Olhe, não me seja Vossa Mercê preguiçoso, levante-se dessa cama e vamos para o campo vestidos de pastores, como combinámos. Talvez em alguma mata encontremos a senhora dona Dulcineia desencantada, que não haja aí mais que ver. Se morre de pesar de se ver vencido, deite-me as culpas a mim, dizendo que por eu ter apertado mal as silhas de Rocinante é que o derrubaram; tanto mais, que Vossa Mercê há-de ter visto nos seus livros de cavalarias ser coisa ordinária derribarem-se os cavaleiros uns aos outros, e o que é hoje vencido ser vencedor amanhã.
— Assim é — disse Sansão — e o bom Sancho Pança está muito ao fato destes casos.
— Senhores — acudiu D. Quixote — deixemo-nos dessas coisas; o que foi já não é: fui louco e estou hoje em meu juízo; fui D. Quixote de la Mancha, e sou agora, como disse, Alonso Quijano, o Bom; possam o meu arrependimento e a minha verdade restituir-me a estima em que Vossas Mercês me tinham, e prossiga para diante o senhor tabelião.
Item, deixo toda a minha fazenda, de portas a dentro, a Antónia Quijana, minha sobrinha, que está presente, tirando-se primeiro, do mais bem parado dessa fazenda, o que for mister para cumprir os legados que deixo; e o primeiro pagamento que quero que se faça será satisfazer o salário que devo à minha ama do tempo que me tem servido, e mais vinte ducados para um vestido.
Instituo meus testamenteiros o senhor cura e o senhor bacharel Sansão Carrasco, que estão presentes.

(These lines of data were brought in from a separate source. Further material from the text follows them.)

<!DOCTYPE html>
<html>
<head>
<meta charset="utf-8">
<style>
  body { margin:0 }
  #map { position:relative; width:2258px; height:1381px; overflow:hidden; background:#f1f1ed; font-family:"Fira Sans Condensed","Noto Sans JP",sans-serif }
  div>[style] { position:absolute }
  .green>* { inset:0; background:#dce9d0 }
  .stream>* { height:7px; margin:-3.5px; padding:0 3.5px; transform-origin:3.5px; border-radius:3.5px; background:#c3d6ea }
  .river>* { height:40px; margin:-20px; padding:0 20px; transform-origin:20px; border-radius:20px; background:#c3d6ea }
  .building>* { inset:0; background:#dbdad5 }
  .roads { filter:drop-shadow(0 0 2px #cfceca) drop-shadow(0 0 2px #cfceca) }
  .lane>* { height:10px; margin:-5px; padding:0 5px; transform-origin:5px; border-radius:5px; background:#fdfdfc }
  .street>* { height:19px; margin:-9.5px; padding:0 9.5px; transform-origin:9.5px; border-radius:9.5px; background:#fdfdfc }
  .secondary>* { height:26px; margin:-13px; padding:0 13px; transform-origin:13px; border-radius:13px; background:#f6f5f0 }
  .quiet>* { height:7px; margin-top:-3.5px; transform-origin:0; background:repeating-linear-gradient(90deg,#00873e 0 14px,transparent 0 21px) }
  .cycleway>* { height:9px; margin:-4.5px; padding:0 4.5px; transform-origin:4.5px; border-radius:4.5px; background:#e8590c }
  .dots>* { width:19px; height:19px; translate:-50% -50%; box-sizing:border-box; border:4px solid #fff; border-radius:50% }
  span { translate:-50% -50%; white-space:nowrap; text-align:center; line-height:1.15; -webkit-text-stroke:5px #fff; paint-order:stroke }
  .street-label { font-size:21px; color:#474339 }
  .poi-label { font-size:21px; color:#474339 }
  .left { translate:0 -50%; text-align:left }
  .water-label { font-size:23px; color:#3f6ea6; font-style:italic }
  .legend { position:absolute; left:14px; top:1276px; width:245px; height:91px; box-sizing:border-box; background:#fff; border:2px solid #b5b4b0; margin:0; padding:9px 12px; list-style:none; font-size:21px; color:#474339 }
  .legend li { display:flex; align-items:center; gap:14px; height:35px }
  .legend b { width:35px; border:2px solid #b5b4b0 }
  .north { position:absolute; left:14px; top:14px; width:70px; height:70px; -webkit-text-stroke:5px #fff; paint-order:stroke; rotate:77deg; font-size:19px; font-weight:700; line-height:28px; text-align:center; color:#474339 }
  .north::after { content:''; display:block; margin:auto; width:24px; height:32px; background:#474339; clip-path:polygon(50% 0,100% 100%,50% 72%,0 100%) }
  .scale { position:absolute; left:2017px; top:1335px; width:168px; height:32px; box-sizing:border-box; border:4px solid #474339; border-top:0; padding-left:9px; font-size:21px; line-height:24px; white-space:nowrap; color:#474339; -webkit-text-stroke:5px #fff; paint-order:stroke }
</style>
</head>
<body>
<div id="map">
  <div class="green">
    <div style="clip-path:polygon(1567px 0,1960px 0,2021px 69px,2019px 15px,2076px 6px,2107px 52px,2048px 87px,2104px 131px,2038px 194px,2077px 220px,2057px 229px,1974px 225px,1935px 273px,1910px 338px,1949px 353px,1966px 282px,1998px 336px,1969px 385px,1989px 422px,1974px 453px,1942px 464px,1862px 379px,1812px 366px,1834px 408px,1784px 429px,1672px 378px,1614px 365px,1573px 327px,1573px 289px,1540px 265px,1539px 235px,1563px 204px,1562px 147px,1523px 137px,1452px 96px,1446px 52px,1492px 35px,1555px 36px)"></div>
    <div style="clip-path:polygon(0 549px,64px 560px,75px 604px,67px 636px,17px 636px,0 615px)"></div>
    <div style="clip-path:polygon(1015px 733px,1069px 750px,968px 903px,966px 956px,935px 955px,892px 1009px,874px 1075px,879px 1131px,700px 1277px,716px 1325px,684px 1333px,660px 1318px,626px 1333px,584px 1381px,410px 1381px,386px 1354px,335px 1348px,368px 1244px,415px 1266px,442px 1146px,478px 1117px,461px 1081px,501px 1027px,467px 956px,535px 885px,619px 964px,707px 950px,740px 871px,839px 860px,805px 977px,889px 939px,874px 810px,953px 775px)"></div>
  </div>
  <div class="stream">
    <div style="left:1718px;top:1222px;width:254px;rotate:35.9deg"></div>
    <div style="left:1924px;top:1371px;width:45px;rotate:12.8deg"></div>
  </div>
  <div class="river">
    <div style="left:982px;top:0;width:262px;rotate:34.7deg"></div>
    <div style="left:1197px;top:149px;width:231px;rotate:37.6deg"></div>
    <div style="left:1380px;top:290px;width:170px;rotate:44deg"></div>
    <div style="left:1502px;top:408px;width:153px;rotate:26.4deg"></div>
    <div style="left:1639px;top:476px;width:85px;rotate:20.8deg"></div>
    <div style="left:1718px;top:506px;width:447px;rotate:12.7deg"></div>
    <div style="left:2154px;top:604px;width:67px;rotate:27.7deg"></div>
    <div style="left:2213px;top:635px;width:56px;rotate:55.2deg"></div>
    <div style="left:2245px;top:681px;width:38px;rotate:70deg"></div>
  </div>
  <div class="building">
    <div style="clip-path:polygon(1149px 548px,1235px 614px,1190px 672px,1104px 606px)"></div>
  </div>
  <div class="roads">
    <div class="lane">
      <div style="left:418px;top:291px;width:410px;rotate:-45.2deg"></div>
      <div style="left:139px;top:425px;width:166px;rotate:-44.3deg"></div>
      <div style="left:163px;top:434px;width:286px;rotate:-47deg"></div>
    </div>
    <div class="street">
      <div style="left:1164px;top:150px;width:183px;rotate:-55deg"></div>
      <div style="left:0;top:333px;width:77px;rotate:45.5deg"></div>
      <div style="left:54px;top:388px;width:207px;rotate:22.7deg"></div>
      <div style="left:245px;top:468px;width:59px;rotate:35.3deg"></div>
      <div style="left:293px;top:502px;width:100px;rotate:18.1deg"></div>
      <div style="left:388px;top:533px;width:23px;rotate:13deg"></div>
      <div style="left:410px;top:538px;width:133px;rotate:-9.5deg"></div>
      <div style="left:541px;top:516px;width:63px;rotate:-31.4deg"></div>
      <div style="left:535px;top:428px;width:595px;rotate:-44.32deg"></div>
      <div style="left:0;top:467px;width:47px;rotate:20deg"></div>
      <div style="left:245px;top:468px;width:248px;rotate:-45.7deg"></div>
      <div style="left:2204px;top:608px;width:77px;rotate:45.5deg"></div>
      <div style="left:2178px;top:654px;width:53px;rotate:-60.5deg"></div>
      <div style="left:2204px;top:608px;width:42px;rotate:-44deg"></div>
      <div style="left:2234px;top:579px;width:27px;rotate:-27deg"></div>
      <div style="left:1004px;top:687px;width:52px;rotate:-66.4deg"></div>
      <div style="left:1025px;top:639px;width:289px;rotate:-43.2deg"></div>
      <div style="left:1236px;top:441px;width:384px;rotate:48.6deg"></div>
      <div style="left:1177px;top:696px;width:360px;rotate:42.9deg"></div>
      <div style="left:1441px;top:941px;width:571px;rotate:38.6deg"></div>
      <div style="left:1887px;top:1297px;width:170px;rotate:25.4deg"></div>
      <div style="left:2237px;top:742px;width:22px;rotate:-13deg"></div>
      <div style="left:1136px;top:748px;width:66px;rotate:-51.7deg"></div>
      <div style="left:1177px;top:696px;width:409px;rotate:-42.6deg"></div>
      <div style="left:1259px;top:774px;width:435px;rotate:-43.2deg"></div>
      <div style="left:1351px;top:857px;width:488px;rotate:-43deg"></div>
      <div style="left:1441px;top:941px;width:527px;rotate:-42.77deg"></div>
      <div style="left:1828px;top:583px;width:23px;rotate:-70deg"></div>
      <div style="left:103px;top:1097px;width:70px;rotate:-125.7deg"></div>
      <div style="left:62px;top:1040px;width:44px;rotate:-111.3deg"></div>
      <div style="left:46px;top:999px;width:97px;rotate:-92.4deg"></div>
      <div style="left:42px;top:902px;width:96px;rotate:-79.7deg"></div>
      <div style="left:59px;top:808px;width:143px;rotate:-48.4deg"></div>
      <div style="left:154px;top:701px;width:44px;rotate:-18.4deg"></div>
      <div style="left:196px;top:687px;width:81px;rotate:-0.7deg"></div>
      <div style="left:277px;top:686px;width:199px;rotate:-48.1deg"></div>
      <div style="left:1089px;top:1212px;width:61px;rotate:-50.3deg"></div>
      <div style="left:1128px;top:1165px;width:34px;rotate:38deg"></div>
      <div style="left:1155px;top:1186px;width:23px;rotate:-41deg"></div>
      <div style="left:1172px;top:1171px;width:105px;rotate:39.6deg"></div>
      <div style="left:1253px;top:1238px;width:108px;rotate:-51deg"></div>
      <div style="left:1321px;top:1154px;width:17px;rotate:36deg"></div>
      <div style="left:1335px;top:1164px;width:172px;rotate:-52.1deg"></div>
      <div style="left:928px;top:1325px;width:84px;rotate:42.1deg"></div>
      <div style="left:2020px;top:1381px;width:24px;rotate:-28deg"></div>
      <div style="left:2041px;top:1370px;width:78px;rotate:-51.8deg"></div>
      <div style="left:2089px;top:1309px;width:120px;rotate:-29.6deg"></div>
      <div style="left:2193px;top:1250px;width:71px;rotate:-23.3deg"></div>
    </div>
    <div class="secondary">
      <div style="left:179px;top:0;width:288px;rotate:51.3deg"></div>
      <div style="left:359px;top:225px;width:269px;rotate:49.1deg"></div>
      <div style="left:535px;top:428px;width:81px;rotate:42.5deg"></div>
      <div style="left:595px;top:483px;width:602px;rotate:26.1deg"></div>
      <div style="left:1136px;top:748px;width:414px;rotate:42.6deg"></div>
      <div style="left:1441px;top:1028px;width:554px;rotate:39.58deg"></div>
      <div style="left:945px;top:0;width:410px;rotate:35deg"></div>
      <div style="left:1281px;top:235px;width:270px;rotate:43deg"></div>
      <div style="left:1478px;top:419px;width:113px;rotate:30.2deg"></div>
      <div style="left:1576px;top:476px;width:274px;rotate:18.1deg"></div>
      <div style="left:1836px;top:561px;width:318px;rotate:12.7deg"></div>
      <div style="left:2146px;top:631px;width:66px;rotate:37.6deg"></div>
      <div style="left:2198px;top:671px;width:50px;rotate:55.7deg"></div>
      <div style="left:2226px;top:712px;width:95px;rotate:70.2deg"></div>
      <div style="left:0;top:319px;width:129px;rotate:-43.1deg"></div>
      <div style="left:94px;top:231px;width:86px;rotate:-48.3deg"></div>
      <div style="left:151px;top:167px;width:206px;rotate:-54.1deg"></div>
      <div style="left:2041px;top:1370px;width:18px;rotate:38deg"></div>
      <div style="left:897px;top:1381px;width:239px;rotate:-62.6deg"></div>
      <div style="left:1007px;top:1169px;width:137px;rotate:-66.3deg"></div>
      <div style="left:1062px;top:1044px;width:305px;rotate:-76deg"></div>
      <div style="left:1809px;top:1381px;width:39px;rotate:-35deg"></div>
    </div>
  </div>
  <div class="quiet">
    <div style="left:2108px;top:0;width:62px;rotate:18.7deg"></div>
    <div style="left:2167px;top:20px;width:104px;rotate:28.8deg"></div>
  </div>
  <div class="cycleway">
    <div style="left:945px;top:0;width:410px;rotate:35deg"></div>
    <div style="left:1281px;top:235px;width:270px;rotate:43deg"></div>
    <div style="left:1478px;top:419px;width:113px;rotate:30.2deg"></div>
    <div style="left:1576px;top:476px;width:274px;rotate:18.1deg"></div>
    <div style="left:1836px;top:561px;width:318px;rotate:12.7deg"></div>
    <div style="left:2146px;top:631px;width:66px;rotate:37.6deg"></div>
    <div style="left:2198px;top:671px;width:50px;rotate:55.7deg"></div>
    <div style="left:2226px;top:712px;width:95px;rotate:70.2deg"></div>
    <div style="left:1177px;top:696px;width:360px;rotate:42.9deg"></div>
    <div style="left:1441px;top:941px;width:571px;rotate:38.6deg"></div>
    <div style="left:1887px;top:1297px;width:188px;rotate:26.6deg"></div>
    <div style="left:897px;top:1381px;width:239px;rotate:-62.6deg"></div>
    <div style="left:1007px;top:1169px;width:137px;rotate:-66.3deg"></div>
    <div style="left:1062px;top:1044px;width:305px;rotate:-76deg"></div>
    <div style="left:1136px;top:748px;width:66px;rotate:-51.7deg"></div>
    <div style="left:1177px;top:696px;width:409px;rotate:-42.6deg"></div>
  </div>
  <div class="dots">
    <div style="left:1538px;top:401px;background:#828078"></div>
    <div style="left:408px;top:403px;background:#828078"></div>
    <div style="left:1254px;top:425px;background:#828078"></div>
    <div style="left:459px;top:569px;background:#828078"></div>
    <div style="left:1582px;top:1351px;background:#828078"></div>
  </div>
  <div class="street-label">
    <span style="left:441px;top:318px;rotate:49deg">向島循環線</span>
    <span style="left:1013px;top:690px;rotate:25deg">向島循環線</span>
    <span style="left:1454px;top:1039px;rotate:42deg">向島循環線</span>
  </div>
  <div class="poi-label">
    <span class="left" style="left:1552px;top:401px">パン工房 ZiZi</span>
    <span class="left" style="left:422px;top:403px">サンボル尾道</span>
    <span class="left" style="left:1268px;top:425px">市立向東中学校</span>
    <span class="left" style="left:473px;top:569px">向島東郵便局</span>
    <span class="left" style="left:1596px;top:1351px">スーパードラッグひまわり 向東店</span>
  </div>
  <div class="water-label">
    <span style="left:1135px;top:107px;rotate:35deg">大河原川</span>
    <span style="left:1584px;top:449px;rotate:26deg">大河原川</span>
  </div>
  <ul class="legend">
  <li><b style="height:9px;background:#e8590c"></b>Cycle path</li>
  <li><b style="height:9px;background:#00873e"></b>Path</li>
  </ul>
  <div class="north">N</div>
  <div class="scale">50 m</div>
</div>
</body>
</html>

Item, é minha vontade que, se Antónia Quijana, minha sobrinha, quiser casar, case com um homem de quem primeiro se tirarem informações, e se verificar que não sabe o que vem a ser livros de cavalaria; e no caso de se averiguar que o sabe, e minha sobrinha, apesar disso, persistir em casar com ele, perca tudo que lhe deixo, que os meus testamenteiros poderão distribuir em obras pias à sua vontade.